┌──

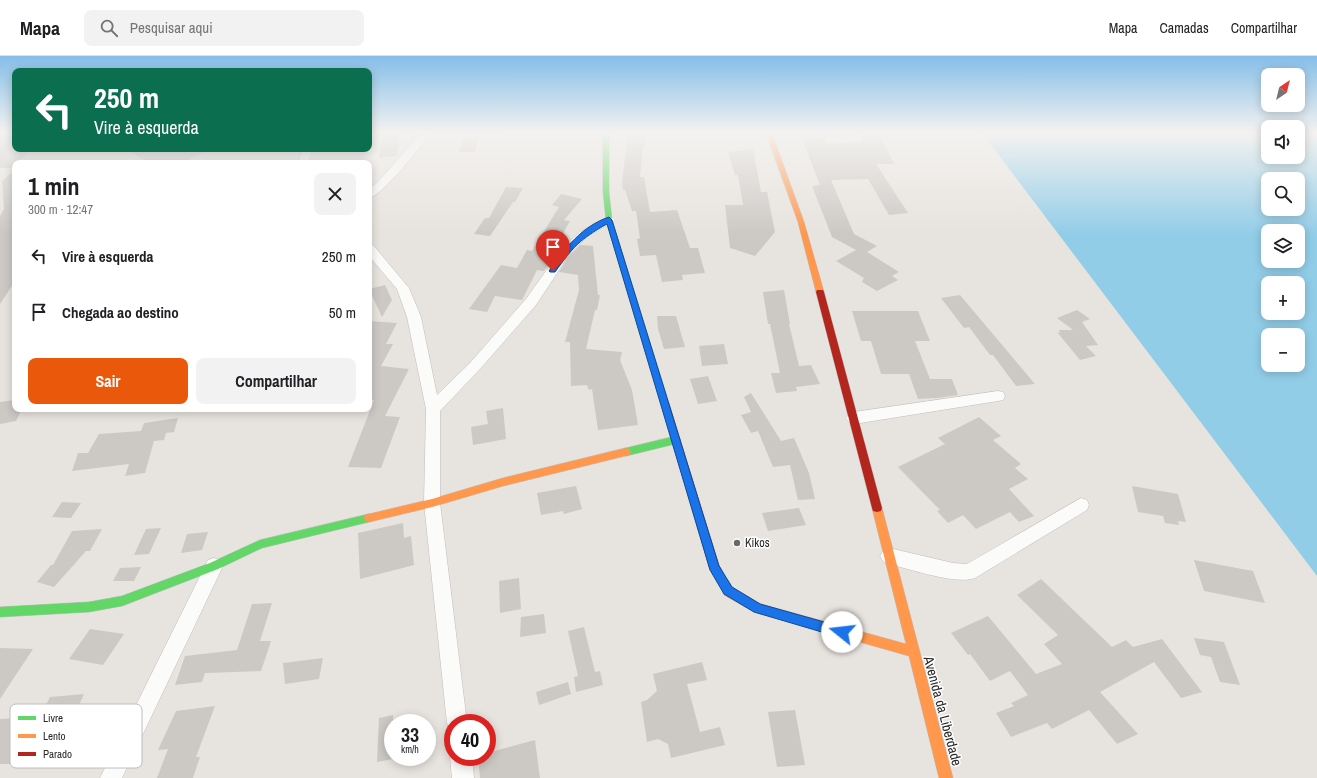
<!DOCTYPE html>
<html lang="pt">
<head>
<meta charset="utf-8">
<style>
	:root { --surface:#fff; --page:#f2f2f2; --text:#202124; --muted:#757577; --line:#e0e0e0; --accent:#ea580c }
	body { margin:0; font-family:"Archivo Narrow",sans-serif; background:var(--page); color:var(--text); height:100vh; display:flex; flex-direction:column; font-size:15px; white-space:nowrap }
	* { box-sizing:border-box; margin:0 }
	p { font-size:13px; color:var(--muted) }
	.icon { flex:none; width:22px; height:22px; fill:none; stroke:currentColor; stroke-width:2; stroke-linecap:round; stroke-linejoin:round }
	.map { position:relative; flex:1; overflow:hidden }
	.drawer { position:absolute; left:12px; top:104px; width:360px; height:252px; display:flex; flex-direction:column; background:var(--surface); border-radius:8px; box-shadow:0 2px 10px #0003 }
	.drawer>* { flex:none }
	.banner { position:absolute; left:12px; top:12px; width:360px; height:84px; border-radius:8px; box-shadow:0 2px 10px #0003; background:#0b6e4f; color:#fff; overflow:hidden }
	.needle { width:26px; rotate:35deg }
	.fabs { position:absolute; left:1261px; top:12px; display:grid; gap:8px }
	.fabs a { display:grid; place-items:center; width:44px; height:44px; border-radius:8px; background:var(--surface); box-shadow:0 2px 10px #0003; font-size:20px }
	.speed { position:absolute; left:384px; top:658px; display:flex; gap:8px; font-size:20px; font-weight:700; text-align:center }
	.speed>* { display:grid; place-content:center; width:52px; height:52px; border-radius:50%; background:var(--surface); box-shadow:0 2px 10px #0003; line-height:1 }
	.speed small { font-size:10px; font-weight:400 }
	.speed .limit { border:6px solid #d22; background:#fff; color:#111 }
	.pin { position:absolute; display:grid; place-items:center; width:34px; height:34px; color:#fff; margin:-41px -17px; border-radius:50% 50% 50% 0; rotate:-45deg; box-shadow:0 0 4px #0007 }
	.pin .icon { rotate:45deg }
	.me { position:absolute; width:44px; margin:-22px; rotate:286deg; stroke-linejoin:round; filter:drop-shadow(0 0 3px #0008) }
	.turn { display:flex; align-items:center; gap:14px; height:84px; padding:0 16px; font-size:18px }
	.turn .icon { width:52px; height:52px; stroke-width:2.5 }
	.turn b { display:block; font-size:28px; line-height:34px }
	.round { display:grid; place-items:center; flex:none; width:42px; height:42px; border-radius:8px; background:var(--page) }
	.headline { display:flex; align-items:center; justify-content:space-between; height:68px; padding:0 16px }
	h1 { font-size:24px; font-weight:700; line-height:30px }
	.primary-button { display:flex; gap:8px; margin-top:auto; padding:8px 16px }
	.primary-button a { flex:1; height:46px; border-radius:8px; background:var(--accent); color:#fff; font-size:16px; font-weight:700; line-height:46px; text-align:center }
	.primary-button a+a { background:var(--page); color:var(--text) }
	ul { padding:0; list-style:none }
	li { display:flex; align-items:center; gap:12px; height:56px; padding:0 16px }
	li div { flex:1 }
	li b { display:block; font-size:15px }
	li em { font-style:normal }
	header { display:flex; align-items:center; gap:24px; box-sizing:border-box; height:56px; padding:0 20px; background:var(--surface); border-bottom:1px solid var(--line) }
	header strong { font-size:19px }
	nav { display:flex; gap:22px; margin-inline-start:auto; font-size:14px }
	.search { width:280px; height:36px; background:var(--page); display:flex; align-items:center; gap:10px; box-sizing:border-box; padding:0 14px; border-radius:8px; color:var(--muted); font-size:15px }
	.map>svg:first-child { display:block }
	.water { fill:#92cde8; fill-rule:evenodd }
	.building { fill:#ccc9c5 }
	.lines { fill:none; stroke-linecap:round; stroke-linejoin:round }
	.street-casing { stroke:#c0bfbf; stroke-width:1 }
	.fast-casing { stroke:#c0bfbf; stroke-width:1 }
	.slow-casing { stroke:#c0bfbf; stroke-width:1 }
	.jam-casing { stroke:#c0bfbf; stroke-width:1 }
	.street { fill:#fbfbfa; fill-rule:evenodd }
	.fast { fill:#63d668; fill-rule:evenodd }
	.slow { fill:#ff974d; fill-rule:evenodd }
	.jam { fill:#b3261e; fill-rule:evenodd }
	.route { fill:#1a73e8; stroke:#114b97 }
	.poi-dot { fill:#6b6968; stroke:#fff; stroke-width:1.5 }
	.labels { text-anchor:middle; stroke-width:3; stroke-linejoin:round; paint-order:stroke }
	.poi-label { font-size:12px; fill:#282828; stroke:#fff; text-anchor:start }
	.near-street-label { font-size:14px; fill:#282828; stroke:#fff }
	.key { fill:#fff; stroke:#bebebe; stroke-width:1 }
	.key-label { font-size:11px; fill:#282828 }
</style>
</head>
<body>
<header>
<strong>Mapa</strong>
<div class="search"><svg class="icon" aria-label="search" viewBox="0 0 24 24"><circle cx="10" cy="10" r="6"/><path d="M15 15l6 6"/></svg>Pesquisar aqui</div>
<nav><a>Mapa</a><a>Camadas</a><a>Compartilhar</a></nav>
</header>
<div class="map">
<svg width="1317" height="722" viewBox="0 0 1317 722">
	<rect width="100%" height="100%" fill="#e7e3de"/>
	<path class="water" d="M982 77H1268V101H1298V77H1317V520ZM1268 123H1298V153H1268ZM1268 175H1298V205H1268ZM1268 227H1298V257H1268ZM1268 279H1298V309H1268Z"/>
	<path class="building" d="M0 77H15V93H30L18 107H15V112H0Z
		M400 77 397 100 379 102 383 78Z
		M628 77H647L645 90H643L640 121H644L650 156 677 154 690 192H698L705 217 682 219 683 224 662 226 656 199 640 200 637 183 640 182 636 155H632L625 134H623L622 127Z
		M859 77H879L894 108H876L908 157 889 159 868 123 831 124 854 178 877 190 867 196 899 216 892 220 898 224 877 235 862 226 864 222 836 205 856 194 832 181 812 130 820 129 802 83 824 82 827 87 863 86Z
		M478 82 475 96H459L463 83Z
		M126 93H208L184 107H149Z
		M753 93 761 136H767L775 176 755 200 730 192 725 149H743L738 119H735L728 96Z
		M15 114V225L0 248V160L4 153 2 125Z
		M506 131 523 132 515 146H513L490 180 474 178 485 162H489Z
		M561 138 582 143 564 164 570 165 557 188H564L544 215 537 214 522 244 495 240 487 256 469 253 501 209 517 212 527 194 532 195 559 151 552 149Z
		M580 189 593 190 598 239H600L597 254H595L586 293 622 296 620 304 632 334 638 369 598 374 592 333 589 334 587 329 571 330 570 286H565L579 234 578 219 559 216 572 197Z
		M385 229 392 244 382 261 369 233Z
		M784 234 790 268H789L799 310 811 309 820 328 796 331 797 335 776 337 771 317H780L770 268H768L763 236Z
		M960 239 1035 328 1016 330 993 299H990L969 271 964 272 941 242Z
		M1077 254 1090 263 1082 266 1098 289 1086 290 1096 300 1080 304 1057 276 1060 277 1059 274H1073L1057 262Z
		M852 255H918L930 285H915L930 323H952L958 339 937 342 918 343 909 318H881L871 285H861Z
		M657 260H676L685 291 664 293 658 273Z
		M369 265 397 267 386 288H393L381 310 409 313 385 360 400 361 381 412 348 411 374 344 369 343Z
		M724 288 728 308 702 310 699 290Z
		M708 320 717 345 698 348 690 323Z
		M751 337 781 385 794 382 809 417 815 443 798 444 790 409 773 411 758 375 751 377 741 359 751 356 744 341Z
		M15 344V353H22L16 365 0 368V346Z
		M503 352 506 383 473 389 471 371 488 368 486 355Z
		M979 361 1001 380 993 384 1021 408 1015 412 1028 423 1009 433 1034 460 1019 466 1010 456 976 473 963 459 948 467 937 455 940 454 898 411 945 388 938 382Z
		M178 362 174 376 166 377 164 384 154 385 145 417 125 420 129 408 72 415 78 397H88L99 378 141 375 144 367Z
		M576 430 582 453 564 458 563 455 541 459 537 437Z
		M1132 430 1178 438 1186 466 1178 465 1179 469 1165 467 1163 460 1138 456Z
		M62 446 81 447 71 462 52 461Z
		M799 452 806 469 768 475 762 457Z
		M403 467 404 482 411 480 414 509 360 523 358 477Z
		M161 472 149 498 134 499 146 473Z
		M102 473 90 495H86L54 531 37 526 51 509H53L72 475Z
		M208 476 202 494 181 497 187 478Z
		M1194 504 1253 515 1265 547 1204 535Z
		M141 511 134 525H113L120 512Z
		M519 522 521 553 500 557 499 525Z
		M1041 523 1112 591 1126 584 1133 591 1162 583 1202 636 1181 642 1154 606 1100 636 1138 678 1117 688 1089 654 1052 673 1047 667 1011 681 996 657 1014 650 1011 647 1028 639 1010 615 990 625 970 598 968 599 951 577 988 560 1036 618 1062 608 1044 588 1058 579 1017 539Z
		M272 547 260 585H271L261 615 205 617 202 626 175 629 185 600 237 594 252 548Z
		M544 558 546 577 520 581 521 561Z
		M584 571 595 616 600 615 603 629 576 636 574 621 578 620 568 575Z
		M90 573 124 578 103 609 69 603Z
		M1194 582 1224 586 1240 629 1220 626 1211 601 1200 599Z
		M0 592 33 593 0 643Z
		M323 602 319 623 285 628 283 607Z
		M702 606 707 624 687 628 700 676 720 671 725 689 671 702 668 688 658 683 647 686 641 646 647 644 657 635 653 618Z
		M568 626 571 638 539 649 536 636Z
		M84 638 65 680 49 682 35 708H0V663L40 661 50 641Z
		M215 650 196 701H200L193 722H157L168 693 158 694 176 655Z
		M795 654 805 709 777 711 768 656Z
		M393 659V703L377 706 379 662Z
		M535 684 540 722H480L478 701H487V697Z"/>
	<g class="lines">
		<defs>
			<path id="street" d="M421 77H431C421 90 383 139 369 142V133L378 126Z
				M303 93H313L308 107H298Z
				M609 161 613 162 615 164 613 166 588 180 571 196 536 249 480 313 440 355V447L467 667H453V676L450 674 447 667 424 447 426 353 407 261 397 233 369 200V188L373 189 409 232 421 261 437 339 470 307 526 243 563 191 580 176Z
				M998 335 1003 336 1005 340 1003 344 998 345 854 368 849 366 846 362 849 358 854 356Z
				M1081 442 1087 444 1089 449 1087 454 975 522C956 529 910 513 889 508L883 505 880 500 883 495 889 492 953 507 967 508Z
				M214 502 220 504 223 510 122 722H100L208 504Z
				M453 695V701H472L474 722H452L450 701Z"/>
			<path id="fast" d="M603 77H609V136L612 164 669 347 665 350 661 347 606 164 603 136Z
				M676 380 679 381 681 384 679 387 626 400 623 399 621 396 623 393 626 392Z
				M369 458 373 459 374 462 373 465 262 492 218 513 122 550 89 556 0 561V551L89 546 122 540 210 507 260 484Z"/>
			<path id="slow" d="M766 77H772L804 166 824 236 823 238H817L816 236 798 166Z
				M626 392 629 393 631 396 629 399 503 430 432 451 369 466 365 465 364 462 365 459 369 458 432 443 503 422Z
				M877 448 881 449 882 452 953 722H939L909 600 754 556 724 539 719 527 720 524 724 522 728 524 732 531 761 548 906 588 872 452 873 449Z"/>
			<path id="jam" d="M817 234H823L824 236 882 452 881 455 877 456 873 455 872 452 816 236Z
				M665 344 669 347 719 509 729 527 728 530 724 532 720 530 709 511 661 347Z"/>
		</defs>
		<use href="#street" class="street-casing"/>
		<use href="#fast" class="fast-casing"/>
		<use href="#slow" class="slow-casing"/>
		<use href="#jam" class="jam-casing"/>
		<use href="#street" class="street"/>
		<use href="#fast" class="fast"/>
		<use href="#slow" class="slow"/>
		<use href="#jam" class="jam"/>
	</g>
	<linearGradient id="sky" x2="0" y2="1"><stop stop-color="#85bee8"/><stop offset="0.43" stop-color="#f4f2f0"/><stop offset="1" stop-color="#f4f2f0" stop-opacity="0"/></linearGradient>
	<rect width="1317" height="178" fill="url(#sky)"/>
	<path class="route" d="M609 161 612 164 719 510 732 531 760 548 842 571 846 572 848 576 846 580 842 582 754 556 724 538 710 514 607 168C580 183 572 192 555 216H550L549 215C564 193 582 170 609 161Z"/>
	<circle class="poi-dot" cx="737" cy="487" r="4"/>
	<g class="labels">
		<g class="poi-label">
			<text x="745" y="491">Kikos</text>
		</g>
		<g class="near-street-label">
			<text transform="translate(943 655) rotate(75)" y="5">Avenida da Liberdade</text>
		</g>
	</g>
	<rect x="10" y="648" width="132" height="64" rx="6" class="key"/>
	<rect x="18" y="660" width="18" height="4" fill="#63d668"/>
	<rect x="18" y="678" width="18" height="4" fill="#ff974d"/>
	<rect x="18" y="696" width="18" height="4" fill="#b3261e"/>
	<g class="key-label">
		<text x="43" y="666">Livre</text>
		<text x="43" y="684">Lento</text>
		<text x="43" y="702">Parado</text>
	</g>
</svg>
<div class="fabs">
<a><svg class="needle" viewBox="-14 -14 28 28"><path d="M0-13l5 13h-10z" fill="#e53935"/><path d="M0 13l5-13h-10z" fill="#757577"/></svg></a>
<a><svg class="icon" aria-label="sound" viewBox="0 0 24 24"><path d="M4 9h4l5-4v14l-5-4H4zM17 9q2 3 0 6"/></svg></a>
<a><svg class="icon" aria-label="search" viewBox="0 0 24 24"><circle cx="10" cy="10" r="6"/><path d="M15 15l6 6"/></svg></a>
<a><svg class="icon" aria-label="layers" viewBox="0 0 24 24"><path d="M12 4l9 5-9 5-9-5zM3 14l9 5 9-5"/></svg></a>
<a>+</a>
<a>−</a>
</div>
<div class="speed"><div>33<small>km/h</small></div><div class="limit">40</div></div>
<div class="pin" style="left:553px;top:215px;background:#d93025"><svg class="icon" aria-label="arrive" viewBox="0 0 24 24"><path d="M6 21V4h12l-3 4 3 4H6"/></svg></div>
<svg class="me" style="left:842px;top:576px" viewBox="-20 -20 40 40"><circle r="19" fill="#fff"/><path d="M0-13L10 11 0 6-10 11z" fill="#1a73e8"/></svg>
<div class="banner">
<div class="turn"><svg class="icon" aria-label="left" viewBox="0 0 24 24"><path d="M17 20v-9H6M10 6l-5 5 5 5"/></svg><div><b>250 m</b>Vire à esquerda</div></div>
</div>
<section class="drawer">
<div class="headline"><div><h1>1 min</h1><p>300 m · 12:47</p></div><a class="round"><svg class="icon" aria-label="close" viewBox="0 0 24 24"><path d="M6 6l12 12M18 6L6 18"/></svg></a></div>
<ul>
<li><svg class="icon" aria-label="left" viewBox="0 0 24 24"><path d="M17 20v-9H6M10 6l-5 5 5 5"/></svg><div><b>Vire à esquerda</b></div><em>250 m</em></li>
<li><svg class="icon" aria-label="arrive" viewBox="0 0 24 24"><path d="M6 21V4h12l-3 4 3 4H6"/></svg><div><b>Chegada ao destino</b></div><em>50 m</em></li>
</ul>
<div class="primary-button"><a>Sair</a><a>Compartilhar</a></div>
</section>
</div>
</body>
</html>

└──

[YOUR INSTRUCTIONS]
Write out each line of the data above exactly, starting at the top and finishing with the line containing "background:var(--page); color:var(--text); height:100vh;"; omit the pictures.

[WRITTEN RESPONSE]
<!DOCTYPE html>
<html lang="pt">
<head>
<meta charset="utf-8">
<style>
	:root { --surface:#fff; --page:#f2f2f2; --text:#202124; --muted:#757577; --line:#e0e0e0; --accent:#ea580c }
	body { margin:0; font-family:"Archivo Narrow",sans-serif; background:var(--page); color:var(--text); height:100vh; display:flex; flex-direction:column; font-size:15px; white-space:nowrap }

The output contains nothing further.